ARTWORK > WIRE


Hole No. 3
Baling wire
15” x 18” x 12”
2012
Hole No. 4
Baling wire
7” x 8” x 7”
2012
Hole No. 6
Baling wire
23”x 6” x 19”
2012
Hole No. 5
Baling wire
20” x 8” x 16”
2012
Hole No. 2
Baling wire
6" x 8" x 12" approx.
2012
Hole No. 7
Baling wire
8” x 7” x 6”
2012

WIRE // 2012
I have been collecting smashed wire for the last 25 or so years. Usually it is a small bit of baling wire that has been tossed aside on a roadway and then run over. I find them on the street, often near work sites. My collecting began when I was a college student, living in a down-on-its-heels San Francisco neighborhood that didn’t get much attention from the city’s street cleaners. The spaghetti-like tangles glimmered at me like treasure in the gutter. “Street drawings,” someone once called them; I nailed them to my walls.

I kept filling my pockets with serendipitous finds as I moved eastward to the Rockies, to ski towns where construction was big business and one could find the wires if you kept ahead of the more ambitious street departments. A sabbatical in Mexico rekindled my interest and multiplied my collection. There, improvisation and resourcefulness are prized skills and so baling wire, the instrument of the jury-rigger, abounds. And the trash truck doesn’t come around much.
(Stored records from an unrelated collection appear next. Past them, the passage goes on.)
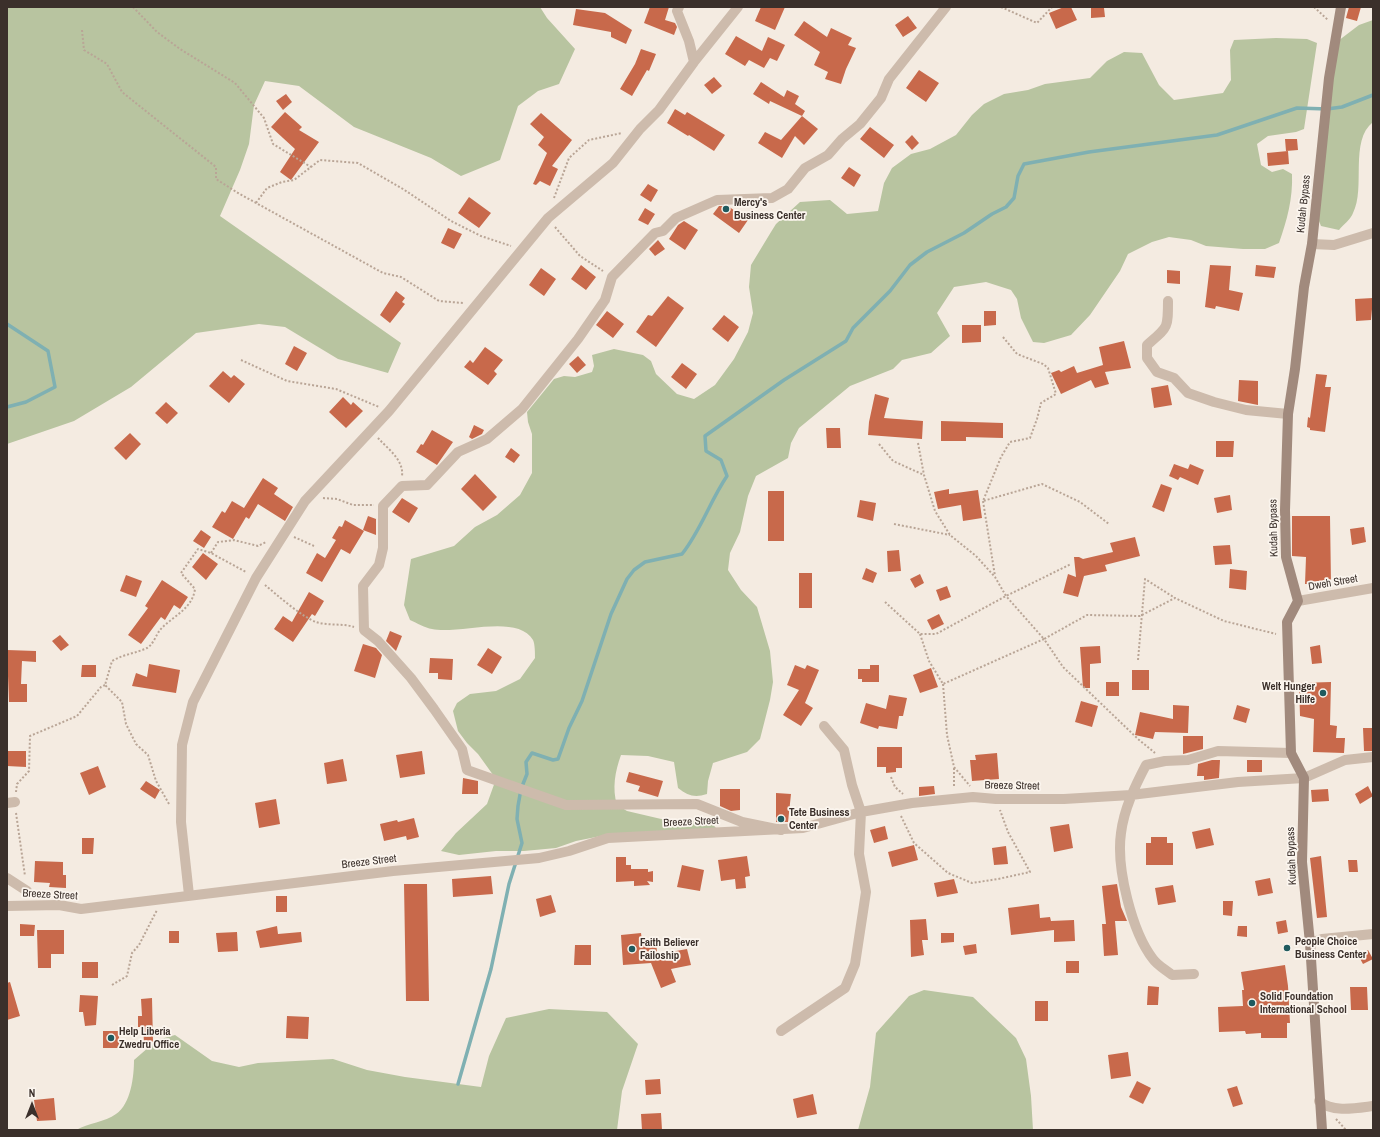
<!DOCTYPE html>
<style>
body{margin:0}
#map{position:relative;width:1380px;height:1137px;overflow:hidden;background:#f4ebe1;font-family:"Archivo Narrow",sans-serif}
canvas{display:block}
.frame{position:absolute;inset:0;border:8px solid #3b302b;pointer-events:none}
.north{position:absolute;left:12px;top:1085px;width:40px;height:40px;-webkit-text-stroke:3px #fbf5ee;paint-order:stroke;rotate:0deg;font-size:11px;font-weight:700;line-height:16px;text-align:center;color:#3b302b}
.north::after{content:'';display:block;margin:auto;width:14px;height:18px;background:#3b302b;clip-path:polygon(50% 0,100% 100%,50% 72%,0 100%)}
</style>
<div id="map">
<canvas width="1380" height="1137"></canvas>
<div class="frame"></div>
<div class="north">N</div>
</div>
<script>
const c = document.querySelector('canvas').getContext('2d');
c.lineJoin = 'round';
function paint(path, color) { c.fillStyle = color; c.fill(path, 'evenodd'); }
function strokePath(path, color, width, dash) { c.strokeStyle = color; c.lineWidth = width; c.lineCap = dash ? 'butt' : 'round'; c.setLineDash(dash || []); c.stroke(path); }
function write(font, color, halo, rows, align = 'center') {
  c.font = font + ' "Archivo Narrow",sans-serif'; c.lineWidth = 3.5; c.setLineDash([]); c.textBaseline = 'middle'; c.strokeStyle = halo; c.fillStyle = color; for (const [text, x, y, turn = 0] of rows) {
    c.save(); c.translate(x, y); c.rotate((+turn || 0) * Math.PI / 180); c.textAlign = isNaN(turn) ? turn : align; if (halo) c.strokeText(text, 0, 0); c.fillText(text, 0, 0); c.restore();
  }
}
paint(new Path2D(`
 M7 7H540L547 18 575 49 559 84 538 91 518 106 500 160 461 176 431 158 354 127 299 86 265 81 254 105 249 144 240 170 220 216 401 343 388 373 338 359 285 327 259 324 196 333 131 387 74 421 7 444Z
 M1373 20V122C1349 141 1366 188 1353 213 1351 219 1343 225 1339 230L1321 226 1315 211 1338 41 1359 25Z
 M1276 38 1307 39 1317 43 1304 129 1296 132 1268 136 1257 144 1261 165 1272 172 1283 169 1292 174C1293 199 1287 220 1279 243L1265 249H1243L1206 246 1191 240 1169 237 1152 242 1128 254 1120 271 1090 315 1071 335 1044 343 1033 342 1021 318 1017 299 1011 290 986 282 954 287 937 313 950 336 931 353 902 360 893 369 850 386 799 428 791 443 788 458 756 476 748 496 740 532 730 553 728 570 741 590 757 607 770 651 773 682 770 700 760 739 747 752 713 763 708 781 707 794C695 798 688 796 678 788L674 762 648 756 621 755C615 772 612 788 617 805L627 811 674 822 709 820 716 828 606 835 576 841 556 848 524 851H496L459 855 441 851 456 833 487 804 496 779 478 754 467 743 458 731 453 711 457 703 470 694 496 691 520 679 535 658C535 653 535 644 533 640 517 613 458 635 432 629 425 628 417 623 410 620L404 605 411 559 454 546 475 527 497 515 520 495 532 473V434L528 422 527 412 554 379 564 376 575 377 592 372 594 366 592 355 614 349 643 355 651 361 656 374 677 394 694 399 715 385 734 359 748 332 753 313 749 287 751 265 771 232 776 224 800 202 830 200 847 214 878 211 884 183 892 168 911 154 930 149 956 135 972 115 984 104 1004 94 1028 90 1045 84 1090 78 1107 61 1124 52 1142 53 1159 85 1174 100 1223 93 1231 80 1230 50 1234 40Z
 M924 990 973 997 1016 1038 1026 1059 1031 1096 1033 1130H858L870 1087 876 1033 909 996Z
 M549 1009 607 1012 638 1044 622 1091 617 1130H76C88 1123 105 1122 116 1114 131 1104 134 1076 134 1060L157 1040 175 1035 212 1061 239 1067 258 1063 333 1059 367 1070 405 1077 481 1087 489 1056 506 1018Z`), '#b8c4a0');
strokePath(new Path2D(`
 M7 324 48 351 55 387 26 402 7 407
 M458 1084 491 969 509 884 522 843 517 819 518 806 521 789 527 774 526 762 532 753 553 760 558 759 569 728 582 701 611 614 627 579 634 570 645 562 682 554C701 530 710 501 727 476L721 460 706 451 705 436 784 380 846 341 853 328 890 291 910 265 927 252 964 233 992 214 1006 207 1014 198 1018 176 1024 164 1089 152 1217 135 1297 108 1327 109 1342 107 1373 95`), '#7fb0b2', 3.5);
paint(new Path2D(`
 M650 7H669L665 20 675 23 677 27 674 35 644 23Z
 M761 7H785L775 30 755 21Z
 M1064 7H1071L1077 20 1056 29 1049 13Z
 M1349 7H1361L1357 21 1346 18Z
 M1091 8H1104L1105 17 1091 18Z
 M576 9 605 13 632 30 626 44 611 37V32L573 25Z
 M908 16 917 28 903 37 895 25Z
 M804 21 827 37 831 28 852 38 848 45 856 48 846 69 841 84 825 79 828 72 814 65 820 52 794 35Z
 M736 36 762 51 768 37 785 45 777 61 770 58 764 68 749 60 745 66 725 54Z
 M641 49 656 54 649 71 647 70 632 96 620 89 635 64Z
 M919 70 939 83 926 102 906 88Z
 M714 77 722 86 712 94 704 85Z
 M761 82 784 97 787 90 799 96 795 104 805 111 802 116 770 101 769 104 753 94Z
 M286 94 292 102 283 110 276 101Z
 M675 109 685 115 687 112 725 135 714 151 689 135 688 136 667 123Z
 M285 112 302 127 299 130 319 142 291 180 280 172 295 149 271 127Z
 M541 113 572 140 552 166 558 169 550 186 540 181 536 185 533 184 547 153 538 145 544 137 530 124Z
 M802 116 818 129 804 145 795 136 782 158 758 143 765 132 781 140Z
 M870 127 894 145 884 158 860 139Z
 M912 135 919 143 912 150 905 142Z
 M1285 139H1297L1298 150 1286 151Z
 M1288 151 1289 164 1268 166 1267 153Z
 M849 167 861 175 854 187 841 178Z
 M648 184 658 190 651 202 640 195Z
 M469 197 491 213 479 228 458 213Z
 M719 206H728L748 220 739 233 713 214Z
 M645 208 655 214 648 225 638 220Z
 M684 221 698 230 685 250 669 239 678 225Z
 M448 228 462 234 454 249 441 243Z
 M658 240 665 249 655 256 649 249Z
 M581 265 596 277 586 290 571 279Z
 M1210 265 1231 266 1229 290 1243 293 1239 311 1216 306 1215 309 1205 307Z
 M1256 265 1276 267 1274 278 1255 276Z
 M541 268 556 279 544 296 529 285Z
 M1167 270 1180 271V284L1167 283Z
 M396 291 405 298 402 302 405 304 390 323 380 315Z
 M668 296 684 308 656 347 636 332 648 315 652 316Z
 M1373 298 1371 320 1356 321 1355 299Z
 M607 311 624 324 613 338 596 325Z
 M984 311H996V325L984 326Z
 M724 315 739 327 728 342 712 329Z
 M962 325H981V342L962 343Z
 M1124 341 1131 368 1105 372 1109 384 1095 388 1091 380 1061 394 1051 373 1059 370 1061 372 1074 366 1077 373 1103 365 1099 347Z
 M294 346 307 353 297 371 285 364Z
 M485 347 503 360 494 371 497 374 488 385 464 367 470 360 473 363Z
 M578 356 586 365 577 373 569 364Z
 M682 363 697 374 686 389 671 377Z
 M223 371 231 378 234 375 245 384 229 403 209 386Z
 M1316 374 1327 375 1325 387H1331L1325 432 1310 430V428L1307 427 1308 417 1310 418Z
 M1239 380 1258 381V405L1238 401Z
 M1168 385 1172 405 1154 408 1151 388Z
 M875 394 889 398 884 418 923 421 922 439 868 435 869 422Z
 M343 397 351 405 353 402 363 411 346 428 329 412Z
 M166 402 178 413 167 424 155 413Z
 M941 421 1003 423V438L966 437V441H941Z
 M474 425 484 430 482 434 472 439 469 437Z
 M826 428H840L841 448H827Z
 M432 430 453 442 437 465 416 452 421 444 423 445Z
 M130 433 141 444 126 460 114 448Z
 M1216 441H1234L1233 457H1216Z
 M511 448 520 455 514 463 505 457Z
 M1174 464 1188 469 1190 464 1204 470 1198 485 1180 477 1178 480 1169 476Z
 M475 474 497 497 483 511 461 489Z
 M263 478 278 488 274 494 293 507 285 521 258 504 249 519 246 517 233 539 212 527 222 511 225 513 232 501 244 508Z
 M1161 484 1172 488 1164 512 1152 507Z
 M949 489V494L978 490 982 518 963 521 961 505 938 509 934 492Z
 M768 491H784V541H768Z
 M1230 495 1232 510 1217 513 1214 498Z
 M402 498 418 508 409 523 392 512Z
 M860 500 876 503 873 521 857 517Z
 M368 516 376 519V535L363 530Z
 M1292 516H1330L1331 584H1305L1306 557 1292 556Z
 M345 520 364 531 350 554 341 549 322 582 306 573 317 553 325 558 336 540 332 538 339 526 342 527Z
 M1364 527 1366 542 1352 545 1350 529Z
 M201 530 211 537 204 548 193 541Z
 M1135 537 1140 556 1105 565 1107 571 1084 576 1078 597 1063 593 1068 574 1076 577 1074 557H1079L1083 559 1113 552 1110 543Z
 M1230 545 1232 564 1215 565 1213 546Z
 M899 550 901 571 888 572 887 551Z
 M203 553 218 564 206 580 192 567Z
 M866 568 877 573 873 583 862 579Z
 M1230 569 1247 571 1246 590 1229 588Z
 M799 573H812V608H799Z
 M920 574 924 583 915 588 910 579Z
 M126 575 142 581 136 597 120 591Z
 M162 580 188 597 180 609 174 605 165 620 161 617 141 644 128 635 148 608 145 606Z
 M947 586 951 597 940 601 936 590Z
 M309 592 324 601 315 616 312 614 293 642 274 629 283 616 292 622Z
 M939 614 944 624 932 630 927 620Z
 M390 631 402 636 396 651 386 641Z
 M60 635 69 645 61 651 52 641Z
 M363 644 376 648 382 655 375 678 354 671Z
 M1320 645 1322 663 1312 664 1310 647Z
 M1100 646 1101 663 1090 664V688H1083L1080 647Z
 M488 648 502 657 492 674 477 665Z
 M7 650 36 651V662L22 661 21 684H27V702H9Z
 M430 658 453 659 452 680 438 679V673H429Z
 M149 664 180 670 176 693 132 686 136 673 147 677Z
 M82 665H96V677H81Z
 M795 665 805 669 807 665 819 670 805 703 813 708 801 726 783 715 799 690 787 685Z
 M870 665H879V682H862V679H858V669H870Z
 M931 668 938 687 920 693 913 675Z
 M1132 670H1149V690H1132Z
 M1106 682H1119V696H1106Z
 M1331 682 1330 725 1337 726 1336 738H1345L1344 753 1313 752 1314 719 1300 716 1299 683Z
 M889 695 907 698 903 716H899L897 729 879 726 878 729 860 723 866 703 886 709Z
 M1081 701 1098 706 1092 727 1075 722Z
 M1173 705 1189 706 1188 733 1155 732 1153 739 1135 735 1140 712 1173 719Z
 M1237 705 1250 709 1246 723 1233 719Z
 M1363 728H1373V751H1364Z
 M1183 736H1203V749L1183 754Z
 M877 747H902V768H896V772L886 773V767H877Z
 M7 751H26V767L7 766Z
 M422 751 425 774 400 778 396 755Z
 M997 753 999 779 972 781 970 760H976L975 755Z
 M343 759 347 781 327 784 324 763Z
 M1212 760H1220L1219 778 1204 780V776H1197L1198 764Z
 M1247 760H1262V772H1247Z
 M98 766 106 787 89 795 80 773Z
 M629 772 663 781 658 797 638 791 640 786 626 782Z
 M463 778 478 781V794H462Z
 M146 781 160 790 155 799 140 789Z
 M934 786 935 794 919 796V787Z
 M1368 786 1373 796 1360 804 1355 794Z
 M720 789H740V810L731 811 720 806Z
 M1328 789 1329 801 1312 802 1311 790Z
 M776 793 791 794 788 822H776Z
 M276 799 280 824 259 828 255 803Z
 M414 818 419 837 407 840 406 836 384 841 380 824 397 820 398 822Z
 M1069 824 1073 848 1054 852 1050 827Z
 M885 826 888 839 874 843 870 830Z
 M1210 828 1214 845 1196 849 1192 832Z
 M1151 837H1167V843H1173V865H1146V843H1151Z
 M82 838H94L93 854H82Z
 M914 845 918 860 892 867 888 852Z
 M1006 846 1008 864 994 865 992 848Z
 M747 856 750 876 745 877 746 888 736 889 735 879 721 881 718 860Z
 M1321 856 1327 917 1317 918 1310 858Z
 M616 857H626V865H631V869H648V872L653 871V882L647 881 650 885 634 886V881L616 882Z
 M1348 860H1357L1358 872H1349Z
 M35 861 63 862V875H66V888L49 887 50 883 34 882Z
 M682 865 704 870 700 891 677 887Z
 M491 876 493 894 453 897 452 879Z
 M1270 878 1273 893 1258 896 1255 881Z
 M954 879 958 893 937 897 934 883Z
 M404 884H427L429 1001H406Z
 M1117 884 1121 907 1127 921H1115L1118 955 1104 956 1102 924H1106L1102 886Z
 M1173 885 1176 902 1158 905 1155 888Z
 M551 895 556 912 540 917 536 899Z
 M276 896H287V912H276Z
 M1223 901H1233L1232 916 1223 915Z
 M1039 904 1040 918 1050 917 1051 921 1074 920 1075 941 1054 942V930L1011 935 1008 908Z
 M926 919 928 940H922L924 955 911 957 910 920Z
 M1286 920 1288 932 1278 934 1276 922Z
 M20 924 35 925 34 936H20Z
 M277 926 278 934 301 932 302 942 260 948 256 931Z
 M1238 926H1247V937L1237 936Z
 M37 930H64V954H51V968H38Z
 M169 931H179V943H169Z
 M237 932 238 951 218 952 216 933Z
 M641 933 642 941 656 940 657 953H665L687 949 691 965 671 969 676 982 661 988 651 963 623 965 621 935Z
 M941 933H954V942L941 943Z
 M976 944 977 953 965 955 963 946Z
 M575 945H591V965H574Z
 M1368 950 1373 959 1363 964 1358 955Z
 M1066 961H1079V973H1066Z
 M82 962H98V978H82Z
 M1285 965 1288 986 1290 1023H1287V1038H1261V1033L1246 1034 1245 1031 1219 1032 1218 1007 1243 1006 1242 990H1244L1241 972Z
 M10 982 20 1016 7 1020V983Z
 M1148 986 1159 987 1158 1005H1147Z
 M1350 987H1367L1368 1010H1351Z
 M80 995 98 996 96 1025 85 1026 83 1012H79Z
 M152 998 153 1042H144L143 1027H138V1016H142L141 999Z
 M1035 1001H1048V1021H1035Z
 M287 1016 309 1017 308 1039 286 1038Z
 M103 1031H119V1048H103Z
 M1128 1052 1131 1076 1111 1079 1108 1055Z
 M660 1079 661 1094 646 1095 645 1080Z
 M1137 1081 1151 1088 1143 1104 1129 1097Z
 M1237 1086 1243 1104 1233 1107 1227 1089Z
 M813 1094 817 1114 797 1118 793 1099Z
 M54 1098 56 1120 37 1121 34 1100Z
 M661 1113 662 1130H642L641 1114Z`), '#c8694b');
strokePath(new Path2D(`
 M133 7 157 32 180 49 235 83 264 118 273 144 311 167
 M1001 7 1037 23 1052 7
 M1314 7 1328 20
 M82 30 84 50 107 64 122 92 216 167V179L238 193 383 273 401 277 439 301 463 303
 M554 198 569 158 589 140 622 133
 M256 203 267 188 282 182 294 180 320 160 358 163 403 189 451 221 481 236 511 246
 M555 227 580 256 603 271
 M1003 337 1017 354 1043 364 1048 368 1056 394 1041 403 1037 419 1030 438 1010 442 1001 457 983 501 1042 484 1080 502 1109 524
 M241 360 287 381 336 389 379 407
 M378 438C388 449 404 460 402 476
 M918 443 924 475 935 511 950 535 976 556 995 577 1006 596 1044 639 1087 615 1140 616 1175 598 1224 621 1276 634
 M879 444 893 461 924 475
 M323 498 337 499 353 505H374
 M983 501 995 576
 M894 524 950 535
 M294 537 314 546
 M211 553 218 542 234 540 258 546 266 542
 M265 585C277 595 302 617 316 622 328 626 342 623 354 627
 M885 602 920 634H936L1006 596 1071 564
 M920 634 929 661 943 684 1044 639 1063 667 1138 739 1155 753
 M1138 660 1145 579 1175 598
 M943 684 947 735 954 767 970 786
 M954 768V788
 M891 777 895 787 903 794
 M16 792 17 784 29 771 30 736 77 716 101 687 105 685
 M169 804 156 781 148 755 136 744 126 724 122 702 105 685 112 661C124 654 137 653 147 648 153 645 156 635 160 630 172 616 192 610 195 589L181 573 198 549 211 553 246 572
 M16 813 25 876
 M901 816 914 843 948 873 972 883 998 879 1030 872 1008 832 1000 810
 M112 985 127 976 132 953 139 945 157 910
 M1336 1119 1346 1130`), '#b9a596', 2, [2, 2]);
strokePath(new Path2D(`
 M679 7 677 11 689 41 694 62
 M1312 244 1334 245 1373 233
 M1168 301C1168 329 1168 327 1147 345V358L1157 372 1174 378 1188 393 1214 402 1246 410 1288 414
 M1298 601 1373 588
 M7 803 15 802
 M781 830 742 822 697 804 566 805 467 770 462 749 434 709 411 678 378 641 364 630 363 586 379 565 383 548V506L402 486 427 485 458 452 487 439 522 409 578 339 605 300 612 277 655 233 663 231 676 218 717 200 772 198 788 189 805 168 828 155 842 139 860 124 881 98 889 79 946 7
 M7 878 27 891
 M189 895 181 822 182 745 193 702 256 578 305 501 389 411 548 218 613 163 640 129 659 110 694 62 738 7
 M7 906 59 905 81 909 393 871 539 858 569 851 608 838 803 828 861 812 912 803 973 797 996 799H1064L1131 795 1238 782 1304 778 1345 760 1373 757
 M1310 943 1322 939 1373 934
 M1194 974 1172 975C1166 970 1157 965 1153 959 1132 932 1116 868 1121 833 1124 809 1135 786 1146 765L1165 761 1188 760 1218 751 1291 753
 M781 1031 845 988 855 964 866 892 859 854 861 812 852 785 844 750 824 726
 M1319 1101C1332 1113 1357 1108 1373 1106`), '#cdbbac', 10);
strokePath(new Path2D(`
 M1322 1130 1310 943 1302 862 1304 778 1291 753 1287 622 1298 601 1286 557 1285 510 1288 414 1295 369 1304 287 1312 244 1329 78 1341 7`), '#a18a7d', 10);
for (const [x, y, r, color] of [
 [726,209,4,"#1f5a5e"],
 [1323,693,4,"#1f5a5e"],
 [781,819,4,"#1f5a5e"],
 [1287,948,4,"#1f5a5e"],
 [632,949,4,"#1f5a5e"],
 [1252,1003,4,"#1f5a5e"],
 [111,1038,4,"#1f5a5e"]
]) { const dot = new Path2D(); dot.arc(x, y, r, 0, 2 * Math.PI); c.fillStyle = color; c.fill(dot); strokePath(dot, '#fbf5ee', 1.5); }
write('bold 11px', '#3b302b', '#fbf5ee', [
 ["Mercy's",734,203],
 ["Business Center",734,216],
 ["Welt Hunger",1315,687,"right"],
 ["Hilfe",1315,700,"right"],
 ["Tete Business",789,813],
 ["Center",789,826],
 ["People Choice",1295,942],
 ["Business Center",1295,955],
 ["Faith Believer",640,943],
 ["Failoship",640,956],
 ["Solid Foundation",1260,997],
 ["International School",1260,1010],
 ["Help Liberia",119,1032],
 ["Zwedru Office",119,1045]
], 'left');
write('11px', '#3b302b', '#fbf5ee', [
 ["Kudah Bypass",1304,204,-84],
 ["Kudah Bypass",1274,528,-91],
 ["Dweh Street",1333,583,-10],
 ["Breeze Street",1012,786,1],
 ["Breeze Street",691,822,-3],
 ["Kudah Bypass",1292,856,-92],
 ["Breeze Street",369,862,-7],
 ["Breeze Street",50,895,3]
]);
</script>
When I first started making art, I incorporated these wires into my encaustic collages. I came to realize that one of the qualities that attracts me to the wires is their representation of a single moment. First tossed, then smashed, they mark time: the otherwise unexceptional second when their identity changes from being valuable to disposable — at least in the eyes of someone who uses the wire as a means to an end. On the other hand, I find life and inspiration in them, so in that instant of smashing they become a useful tool for my imagination.

Until recently, I didn’t ask why I collected them. Beauty was reason enough. Now, they are functional too: they embody the unseen ties that bind. The invisible knots and channels and intertwining and snarls and pathways of human relationships. They are visual symbols of both the physical routes — blood vessels and umbilical cords come to mind — and the emotional conduits that unite us. What shape does the electrical current of love take, I wonder? And the other complicated bonds which hold us together, or keep us at arm’s length — responsibility, history, respect, duty, ego, blood, fear, money, among many others?

The found wires continue to draw me in (and probably always will), but lately, I have been working with raw baling wire and shaping it myself. As in my Hole Series and the sculpture, “Promise,” I usually start with a single length of wire, working it like a pencil line that never leaves the paper. My artmaking is about connection and wire provides the continuity. As for my subject matter, the specific ties of personal relationships have given way to the more general covenants of humanity. I am exploring how technology is prompting social evolution, causing us to adapt the most elemental part of who we are: how we relate to one another. Baling wire, which has held us together since farmers first started mending fences, continues to be the connective thread.